[Records for this exercise Boundary: Start]

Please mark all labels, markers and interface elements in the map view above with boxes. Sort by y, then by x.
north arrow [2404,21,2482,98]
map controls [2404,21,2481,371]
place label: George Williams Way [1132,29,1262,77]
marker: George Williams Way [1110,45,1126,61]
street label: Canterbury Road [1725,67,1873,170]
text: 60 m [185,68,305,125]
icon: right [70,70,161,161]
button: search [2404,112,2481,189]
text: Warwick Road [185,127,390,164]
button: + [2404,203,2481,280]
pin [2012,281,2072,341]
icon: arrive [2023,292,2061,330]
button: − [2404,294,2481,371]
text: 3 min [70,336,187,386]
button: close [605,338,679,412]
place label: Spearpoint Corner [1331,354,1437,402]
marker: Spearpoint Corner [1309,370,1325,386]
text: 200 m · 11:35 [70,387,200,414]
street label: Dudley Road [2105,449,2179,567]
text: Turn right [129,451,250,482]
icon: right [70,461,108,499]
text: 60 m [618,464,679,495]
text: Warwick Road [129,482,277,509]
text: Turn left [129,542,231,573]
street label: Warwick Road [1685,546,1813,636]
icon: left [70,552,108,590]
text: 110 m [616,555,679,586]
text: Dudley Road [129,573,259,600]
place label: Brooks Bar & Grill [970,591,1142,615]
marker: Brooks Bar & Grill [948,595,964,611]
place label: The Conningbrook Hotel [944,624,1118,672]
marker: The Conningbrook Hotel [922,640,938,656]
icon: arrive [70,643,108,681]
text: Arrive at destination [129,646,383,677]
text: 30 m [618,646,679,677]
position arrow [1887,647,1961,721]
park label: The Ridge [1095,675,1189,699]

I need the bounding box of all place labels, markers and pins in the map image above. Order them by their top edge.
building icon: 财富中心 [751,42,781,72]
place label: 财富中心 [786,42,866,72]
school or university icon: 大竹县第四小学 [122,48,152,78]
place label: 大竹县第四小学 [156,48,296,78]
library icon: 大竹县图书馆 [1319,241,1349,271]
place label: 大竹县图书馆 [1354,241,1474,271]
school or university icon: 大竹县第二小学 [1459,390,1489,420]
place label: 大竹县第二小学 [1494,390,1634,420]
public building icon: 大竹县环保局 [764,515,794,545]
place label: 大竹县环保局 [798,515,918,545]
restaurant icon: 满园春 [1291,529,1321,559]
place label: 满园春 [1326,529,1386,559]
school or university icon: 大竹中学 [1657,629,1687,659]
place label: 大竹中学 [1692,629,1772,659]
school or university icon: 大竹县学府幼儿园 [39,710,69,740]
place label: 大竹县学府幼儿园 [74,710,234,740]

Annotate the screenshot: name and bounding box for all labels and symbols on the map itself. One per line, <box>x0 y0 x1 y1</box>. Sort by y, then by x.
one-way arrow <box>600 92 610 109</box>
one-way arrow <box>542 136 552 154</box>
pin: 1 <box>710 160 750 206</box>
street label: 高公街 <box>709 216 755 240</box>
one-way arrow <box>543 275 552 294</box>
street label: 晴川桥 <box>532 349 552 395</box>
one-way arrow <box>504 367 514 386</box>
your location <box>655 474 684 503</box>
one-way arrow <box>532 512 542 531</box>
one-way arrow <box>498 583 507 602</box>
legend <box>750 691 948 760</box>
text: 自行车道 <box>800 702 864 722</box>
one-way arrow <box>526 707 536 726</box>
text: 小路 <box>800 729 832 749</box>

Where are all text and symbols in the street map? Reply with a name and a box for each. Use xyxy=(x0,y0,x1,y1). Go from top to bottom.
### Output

[Records for this exercise Boundary: End]

> About this exercise: Exactness is what counts here: write out every record again.

> Exercise solution:
Please mark all labels, markers and interface elements in the map view above with boxes. Sort by y, then by x.
north arrow [2404,21,2482,98]
map controls [2404,21,2481,371]
place label: George Williams Way [1132,29,1262,77]
marker: George Williams Way [1110,45,1126,61]
street label: Canterbury Road [1725,67,1873,170]
text: 60 m [185,68,305,125]
icon: right [70,70,161,161]
button: search [2404,112,2481,189]
text: Warwick Road [185,127,390,164]
button: + [2404,203,2481,280]
pin [2012,281,2072,341]
icon: arrive [2023,292,2061,330]
button: − [2404,294,2481,371]
text: 3 min [70,336,187,386]
button: close [605,338,679,412]
place label: Spearpoint Corner [1331,354,1437,402]
marker: Spearpoint Corner [1309,370,1325,386]
text: 200 m · 11:35 [70,387,200,414]
street label: Dudley Road [2105,449,2179,567]
text: Turn right [129,451,250,482]
icon: right [70,461,108,499]
text: 60 m [618,464,679,495]
text: Warwick Road [129,482,277,509]
text: Turn left [129,542,231,573]
street label: Warwick Road [1685,546,1813,636]
icon: left [70,552,108,590]
text: 110 m [616,555,679,586]
text: Dudley Road [129,573,259,600]
place label: Brooks Bar & Grill [970,591,1142,615]
marker: Brooks Bar & Grill [948,595,964,611]
place label: The Conningbrook Hotel [944,624,1118,672]
marker: The Conningbrook Hotel [922,640,938,656]
icon: arrive [70,643,108,681]
text: Arrive at destination [129,646,383,677]
text: 30 m [618,646,679,677]
position arrow [1887,647,1961,721]
park label: The Ridge [1095,675,1189,699]

I need the bounding box of all place labels, markers and pins in the map image above. Order them by their top edge.
building icon: 财富中心 [751,42,781,72]
place label: 财富中心 [786,42,866,72]
school or university icon: 大竹县第四小学 [122,48,152,78]
place label: 大竹县第四小学 [156,48,296,78]
library icon: 大竹县图书馆 [1319,241,1349,271]
place label: 大竹县图书馆 [1354,241,1474,271]
school or university icon: 大竹县第二小学 [1459,390,1489,420]
place label: 大竹县第二小学 [1494,390,1634,420]
public building icon: 大竹县环保局 [764,515,794,545]
place label: 大竹县环保局 [798,515,918,545]
restaurant icon: 满园春 [1291,529,1321,559]
place label: 满园春 [1326,529,1386,559]
school or university icon: 大竹中学 [1657,629,1687,659]
place label: 大竹中学 [1692,629,1772,659]
school or university icon: 大竹县学府幼儿园 [39,710,69,740]
place label: 大竹县学府幼儿园 [74,710,234,740]

Annotate the screenshot: name and bounding box for all labels and symbols on the map itself. One per line, <box>x0 y0 x1 y1</box>. Sort by y, then by x.
one-way arrow <box>600 92 610 109</box>
one-way arrow <box>542 136 552 154</box>
pin: 1 <box>710 160 750 206</box>
street label: 高公街 <box>709 216 755 240</box>
one-way arrow <box>543 275 552 294</box>
street label: 晴川桥 <box>532 349 552 395</box>
one-way arrow <box>504 367 514 386</box>
your location <box>655 474 684 503</box>
one-way arrow <box>532 512 542 531</box>
one-way arrow <box>498 583 507 602</box>
legend <box>750 691 948 760</box>
text: 自行车道 <box>800 702 864 722</box>
one-way arrow <box>526 707 536 726</box>
text: 小路 <box>800 729 832 749</box>

Where are all text and symbols in the street map? Reply with a name and a box for each. Use xyxy=(x0,y0,x1,y1). Go from top to bottom.
### Output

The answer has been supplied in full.